Open Access Highly Accessed Research article

Analysis of expression sequence tags from a full-length-enriched cDNA library of developing sesame seeds (Sesamum indicum)

Tao Ke12, Caihua Dong1, Han Mao1, Yingzhong Zhao1, Hong Chen1, Hongyan Liu1, Xuyan Dong1, Chaobo Tong1 and Shengyi Liu1*

Author Affiliations

1 Key Laboratory for Oil Crops Biology, The Ministry of Agriculture, PR China. Oil Crops Research Institute, Chinese Academy of Agricultural Sciences, No.2 Xudong Second Road, Wuhan 430062, China

2 Department of Life Science and Technology, Nanyang Normal University, Wolong Road, Nanyang 473061, China

For all author emails, please log on.

BMC Plant Biology 2011, 11:180  doi:10.1186/1471-2229-11-180

Published: 24 December 2011



Sesame (Sesamum indicum) is one of the most important oilseed crops with high oil contents and rich nutrient value. However, genetic improvement efforts in sesame could not get benefit from molecular biology technology due to poor DNA and RNA sequence resources. In this study, we carried out a large scale of expressed sequence tags (ESTs) sequencing from developing sesame seeds and further conducted analysis on seed storage products-related genes.
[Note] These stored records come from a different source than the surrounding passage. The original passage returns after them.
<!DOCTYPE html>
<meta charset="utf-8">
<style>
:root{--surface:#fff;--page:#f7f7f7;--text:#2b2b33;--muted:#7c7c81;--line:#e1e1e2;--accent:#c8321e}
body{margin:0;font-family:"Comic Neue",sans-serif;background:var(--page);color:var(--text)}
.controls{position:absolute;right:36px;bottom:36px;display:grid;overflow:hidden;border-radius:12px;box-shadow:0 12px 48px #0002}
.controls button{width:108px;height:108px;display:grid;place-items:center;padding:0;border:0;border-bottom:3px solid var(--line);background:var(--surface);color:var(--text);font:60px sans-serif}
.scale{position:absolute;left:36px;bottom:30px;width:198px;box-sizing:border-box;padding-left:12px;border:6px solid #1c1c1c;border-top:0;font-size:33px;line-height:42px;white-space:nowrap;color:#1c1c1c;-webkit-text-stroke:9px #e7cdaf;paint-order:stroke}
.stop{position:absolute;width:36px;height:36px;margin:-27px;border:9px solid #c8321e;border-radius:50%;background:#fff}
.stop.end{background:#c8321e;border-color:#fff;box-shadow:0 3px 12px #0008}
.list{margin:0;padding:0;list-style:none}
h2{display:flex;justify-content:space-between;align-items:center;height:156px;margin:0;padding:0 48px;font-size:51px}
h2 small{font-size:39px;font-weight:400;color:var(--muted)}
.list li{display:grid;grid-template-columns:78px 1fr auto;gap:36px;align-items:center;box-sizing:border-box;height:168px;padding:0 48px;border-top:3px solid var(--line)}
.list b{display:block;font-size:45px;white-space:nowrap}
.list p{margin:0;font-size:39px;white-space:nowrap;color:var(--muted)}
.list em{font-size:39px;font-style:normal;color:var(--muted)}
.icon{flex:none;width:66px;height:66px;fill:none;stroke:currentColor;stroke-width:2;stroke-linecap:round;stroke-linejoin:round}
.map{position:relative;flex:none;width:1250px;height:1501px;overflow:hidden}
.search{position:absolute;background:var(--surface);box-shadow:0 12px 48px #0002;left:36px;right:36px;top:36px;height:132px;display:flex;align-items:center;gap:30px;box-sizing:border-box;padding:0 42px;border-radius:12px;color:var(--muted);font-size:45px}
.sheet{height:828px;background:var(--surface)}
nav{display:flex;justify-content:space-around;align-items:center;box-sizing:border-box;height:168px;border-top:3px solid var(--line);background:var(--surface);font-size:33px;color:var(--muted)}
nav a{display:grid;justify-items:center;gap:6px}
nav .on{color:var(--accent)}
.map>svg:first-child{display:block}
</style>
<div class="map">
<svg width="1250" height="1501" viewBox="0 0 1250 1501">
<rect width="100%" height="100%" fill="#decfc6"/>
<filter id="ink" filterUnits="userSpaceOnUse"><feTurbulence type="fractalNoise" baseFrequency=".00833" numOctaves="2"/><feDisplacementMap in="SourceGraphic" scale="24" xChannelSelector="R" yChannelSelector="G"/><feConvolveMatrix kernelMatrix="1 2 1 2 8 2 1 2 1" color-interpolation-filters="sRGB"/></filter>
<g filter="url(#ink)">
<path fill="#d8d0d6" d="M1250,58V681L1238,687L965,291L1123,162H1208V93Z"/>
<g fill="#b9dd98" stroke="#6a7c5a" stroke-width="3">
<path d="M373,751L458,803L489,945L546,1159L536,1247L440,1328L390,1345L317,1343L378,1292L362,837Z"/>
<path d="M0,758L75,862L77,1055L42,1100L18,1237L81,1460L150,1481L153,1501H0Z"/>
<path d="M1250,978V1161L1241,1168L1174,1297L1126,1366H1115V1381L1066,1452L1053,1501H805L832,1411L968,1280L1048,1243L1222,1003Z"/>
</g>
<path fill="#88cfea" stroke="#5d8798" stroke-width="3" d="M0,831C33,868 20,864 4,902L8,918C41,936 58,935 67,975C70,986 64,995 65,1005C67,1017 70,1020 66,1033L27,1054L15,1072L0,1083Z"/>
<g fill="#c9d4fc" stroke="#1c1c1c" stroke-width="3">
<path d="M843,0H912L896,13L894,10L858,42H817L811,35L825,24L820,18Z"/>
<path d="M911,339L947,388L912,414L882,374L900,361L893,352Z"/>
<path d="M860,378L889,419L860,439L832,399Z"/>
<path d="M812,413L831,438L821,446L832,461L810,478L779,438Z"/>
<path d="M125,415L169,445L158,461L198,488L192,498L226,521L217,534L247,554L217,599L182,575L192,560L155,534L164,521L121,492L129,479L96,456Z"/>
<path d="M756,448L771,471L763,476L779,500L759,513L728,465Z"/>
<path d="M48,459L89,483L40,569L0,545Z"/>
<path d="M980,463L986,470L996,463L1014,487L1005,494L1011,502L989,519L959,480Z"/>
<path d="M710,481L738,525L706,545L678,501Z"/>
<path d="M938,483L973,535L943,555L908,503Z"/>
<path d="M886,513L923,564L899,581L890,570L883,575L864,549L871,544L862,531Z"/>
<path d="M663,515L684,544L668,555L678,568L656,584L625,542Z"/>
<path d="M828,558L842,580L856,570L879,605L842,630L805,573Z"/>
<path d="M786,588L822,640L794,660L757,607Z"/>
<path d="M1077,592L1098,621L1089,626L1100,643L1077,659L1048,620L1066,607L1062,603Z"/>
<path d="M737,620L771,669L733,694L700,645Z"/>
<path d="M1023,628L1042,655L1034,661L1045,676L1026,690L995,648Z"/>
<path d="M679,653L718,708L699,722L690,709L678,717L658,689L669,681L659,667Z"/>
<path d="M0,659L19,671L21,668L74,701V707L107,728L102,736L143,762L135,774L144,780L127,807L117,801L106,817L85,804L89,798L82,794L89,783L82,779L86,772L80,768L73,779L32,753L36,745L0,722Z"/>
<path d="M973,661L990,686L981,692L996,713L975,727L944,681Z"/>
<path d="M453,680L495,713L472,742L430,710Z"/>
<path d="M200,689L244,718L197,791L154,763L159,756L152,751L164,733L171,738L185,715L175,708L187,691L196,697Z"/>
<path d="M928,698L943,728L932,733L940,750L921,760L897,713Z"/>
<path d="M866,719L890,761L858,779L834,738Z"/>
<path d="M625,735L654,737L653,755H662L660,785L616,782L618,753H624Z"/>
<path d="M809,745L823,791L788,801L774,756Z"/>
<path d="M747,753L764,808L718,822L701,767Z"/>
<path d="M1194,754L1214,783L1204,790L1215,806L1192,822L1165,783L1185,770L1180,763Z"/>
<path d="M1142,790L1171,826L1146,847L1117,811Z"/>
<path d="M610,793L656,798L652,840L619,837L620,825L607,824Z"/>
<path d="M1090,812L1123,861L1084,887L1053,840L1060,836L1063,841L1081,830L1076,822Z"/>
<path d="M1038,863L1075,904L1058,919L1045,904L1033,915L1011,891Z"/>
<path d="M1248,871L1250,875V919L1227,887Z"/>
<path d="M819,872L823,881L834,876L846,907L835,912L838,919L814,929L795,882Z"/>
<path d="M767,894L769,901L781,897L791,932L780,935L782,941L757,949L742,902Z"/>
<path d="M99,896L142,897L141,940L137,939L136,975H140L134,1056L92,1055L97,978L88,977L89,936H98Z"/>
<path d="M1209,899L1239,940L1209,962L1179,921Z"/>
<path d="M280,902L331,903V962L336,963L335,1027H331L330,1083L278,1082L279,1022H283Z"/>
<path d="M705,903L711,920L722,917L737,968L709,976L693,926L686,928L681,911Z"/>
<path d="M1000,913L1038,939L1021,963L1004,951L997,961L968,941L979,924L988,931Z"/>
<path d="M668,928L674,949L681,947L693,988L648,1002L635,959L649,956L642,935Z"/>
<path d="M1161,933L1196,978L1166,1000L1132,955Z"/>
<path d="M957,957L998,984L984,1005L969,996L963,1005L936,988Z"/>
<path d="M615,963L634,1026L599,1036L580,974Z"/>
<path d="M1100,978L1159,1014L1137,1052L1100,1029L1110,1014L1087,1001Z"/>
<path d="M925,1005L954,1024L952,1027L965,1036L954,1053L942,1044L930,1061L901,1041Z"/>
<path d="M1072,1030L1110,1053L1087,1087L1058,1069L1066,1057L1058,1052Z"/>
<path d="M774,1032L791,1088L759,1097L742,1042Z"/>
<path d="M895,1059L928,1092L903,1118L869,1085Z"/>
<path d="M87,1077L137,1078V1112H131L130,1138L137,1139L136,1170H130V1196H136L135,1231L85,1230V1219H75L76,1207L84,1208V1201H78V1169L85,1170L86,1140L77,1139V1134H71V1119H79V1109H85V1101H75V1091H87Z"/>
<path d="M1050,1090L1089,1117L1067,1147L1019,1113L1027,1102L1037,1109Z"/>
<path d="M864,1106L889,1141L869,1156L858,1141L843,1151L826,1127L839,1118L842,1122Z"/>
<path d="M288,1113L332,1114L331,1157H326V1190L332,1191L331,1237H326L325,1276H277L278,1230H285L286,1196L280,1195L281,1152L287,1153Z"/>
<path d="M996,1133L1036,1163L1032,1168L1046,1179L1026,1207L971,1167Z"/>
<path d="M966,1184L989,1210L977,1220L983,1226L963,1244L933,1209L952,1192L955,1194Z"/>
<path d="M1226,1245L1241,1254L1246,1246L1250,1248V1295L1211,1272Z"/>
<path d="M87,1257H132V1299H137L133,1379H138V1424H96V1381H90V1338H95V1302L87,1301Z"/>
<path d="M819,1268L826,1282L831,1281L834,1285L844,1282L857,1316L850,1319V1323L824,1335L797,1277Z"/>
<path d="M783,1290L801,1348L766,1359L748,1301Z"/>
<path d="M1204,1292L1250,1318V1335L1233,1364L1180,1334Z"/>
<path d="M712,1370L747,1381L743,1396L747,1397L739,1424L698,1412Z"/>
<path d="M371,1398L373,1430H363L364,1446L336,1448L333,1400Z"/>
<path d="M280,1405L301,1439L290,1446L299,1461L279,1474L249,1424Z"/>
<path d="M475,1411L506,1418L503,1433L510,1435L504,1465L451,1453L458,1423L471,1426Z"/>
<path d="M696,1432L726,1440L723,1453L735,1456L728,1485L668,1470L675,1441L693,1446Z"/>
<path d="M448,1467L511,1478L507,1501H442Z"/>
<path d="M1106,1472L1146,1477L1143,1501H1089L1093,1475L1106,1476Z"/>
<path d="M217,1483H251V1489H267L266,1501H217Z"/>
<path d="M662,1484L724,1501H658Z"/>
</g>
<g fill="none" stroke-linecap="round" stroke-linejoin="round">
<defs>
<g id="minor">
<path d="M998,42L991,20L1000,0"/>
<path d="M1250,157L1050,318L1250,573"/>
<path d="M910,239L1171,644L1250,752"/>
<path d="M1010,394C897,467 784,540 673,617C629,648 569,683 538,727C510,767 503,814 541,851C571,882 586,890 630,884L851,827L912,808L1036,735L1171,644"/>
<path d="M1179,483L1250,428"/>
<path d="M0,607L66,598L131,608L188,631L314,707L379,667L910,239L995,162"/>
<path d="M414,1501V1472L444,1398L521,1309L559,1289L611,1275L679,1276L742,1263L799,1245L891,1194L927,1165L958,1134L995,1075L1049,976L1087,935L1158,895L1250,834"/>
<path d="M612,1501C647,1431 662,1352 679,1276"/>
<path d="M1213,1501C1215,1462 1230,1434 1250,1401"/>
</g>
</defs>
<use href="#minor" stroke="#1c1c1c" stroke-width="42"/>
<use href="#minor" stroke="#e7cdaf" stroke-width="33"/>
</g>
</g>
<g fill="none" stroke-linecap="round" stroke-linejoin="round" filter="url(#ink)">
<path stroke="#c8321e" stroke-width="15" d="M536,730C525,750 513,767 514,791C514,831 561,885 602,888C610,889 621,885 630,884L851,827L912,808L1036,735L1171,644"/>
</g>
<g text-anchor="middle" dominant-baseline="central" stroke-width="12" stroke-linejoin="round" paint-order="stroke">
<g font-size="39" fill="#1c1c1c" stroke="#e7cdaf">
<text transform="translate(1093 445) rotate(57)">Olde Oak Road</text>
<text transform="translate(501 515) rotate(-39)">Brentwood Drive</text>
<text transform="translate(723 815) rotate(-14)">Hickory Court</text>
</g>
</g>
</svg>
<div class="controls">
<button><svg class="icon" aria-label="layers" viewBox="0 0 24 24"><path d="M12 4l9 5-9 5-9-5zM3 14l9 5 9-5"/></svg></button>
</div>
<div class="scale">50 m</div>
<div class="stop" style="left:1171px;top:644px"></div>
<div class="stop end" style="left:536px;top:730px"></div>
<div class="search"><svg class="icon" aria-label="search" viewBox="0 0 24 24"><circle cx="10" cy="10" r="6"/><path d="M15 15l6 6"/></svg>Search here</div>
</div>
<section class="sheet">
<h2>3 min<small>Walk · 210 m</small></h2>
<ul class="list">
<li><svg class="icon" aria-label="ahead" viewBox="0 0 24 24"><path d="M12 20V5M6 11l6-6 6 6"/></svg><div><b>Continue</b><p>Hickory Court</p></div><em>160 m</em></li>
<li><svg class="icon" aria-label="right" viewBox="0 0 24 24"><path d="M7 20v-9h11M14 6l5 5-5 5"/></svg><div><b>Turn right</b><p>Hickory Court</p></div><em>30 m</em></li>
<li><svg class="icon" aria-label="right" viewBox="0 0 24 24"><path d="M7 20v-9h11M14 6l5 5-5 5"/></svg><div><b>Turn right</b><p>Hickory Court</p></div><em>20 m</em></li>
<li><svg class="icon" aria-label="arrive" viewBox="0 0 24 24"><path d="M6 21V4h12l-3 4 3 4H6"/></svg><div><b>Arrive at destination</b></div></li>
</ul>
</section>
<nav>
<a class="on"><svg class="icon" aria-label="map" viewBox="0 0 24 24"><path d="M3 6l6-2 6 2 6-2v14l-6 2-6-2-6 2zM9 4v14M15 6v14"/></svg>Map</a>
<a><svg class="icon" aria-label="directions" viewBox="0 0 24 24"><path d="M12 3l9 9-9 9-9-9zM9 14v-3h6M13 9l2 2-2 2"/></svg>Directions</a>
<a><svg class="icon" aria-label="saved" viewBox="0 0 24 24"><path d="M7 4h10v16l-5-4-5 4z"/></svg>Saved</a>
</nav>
A normalized and full-length enriched cDNA library from 5 ~ 30 days old immature seeds was constructed and randomly sequenced, leading to generation of 41,248 expressed sequence tags (ESTs) which then formed 4,713 contigs and 27,708 singletons with 44.9% uniESTs being putative full-length open reading frames. Approximately 26,091 of all these uniESTs have significant matches to the counterparts in Nr database of GenBank, and 21,628 of them were assigned to one or more Gene ontology (GO) terms. Homologous genes involved in oil biosynthesis were identified including some conservative transcription factors regulating oil biosynthesis such as LEAFY COTYLEDON1 (LEC1), PICKLE (PKL), WRINKLED1 (WRI1) and majority of them were found for the first time in sesame seeds. One hundred and 17 ESTs were identified possibly involved in biosynthesis of sesame lignans, sesamin and sesamolin. In total, 9,347 putative functional genes from developing seeds were identified, which accounts for one third of total genes in the sesame genome. Further analysis of the uniESTs identified 1,949 non-redundant simple sequence repeats (SSRs).


This study has provided an overview of genes expressed during sesame seed development. This collection of sesame full-length cDNAs covered a wide variety of genes in seeds, in particular, candidate genes involved in biosynthesis of sesame oils and lignans. These EST sequences enriched with full length will contribute to comparative genomic studies on sesame and other oilseed plants and serve as an abundant information platform for functional marker development and functional gene study.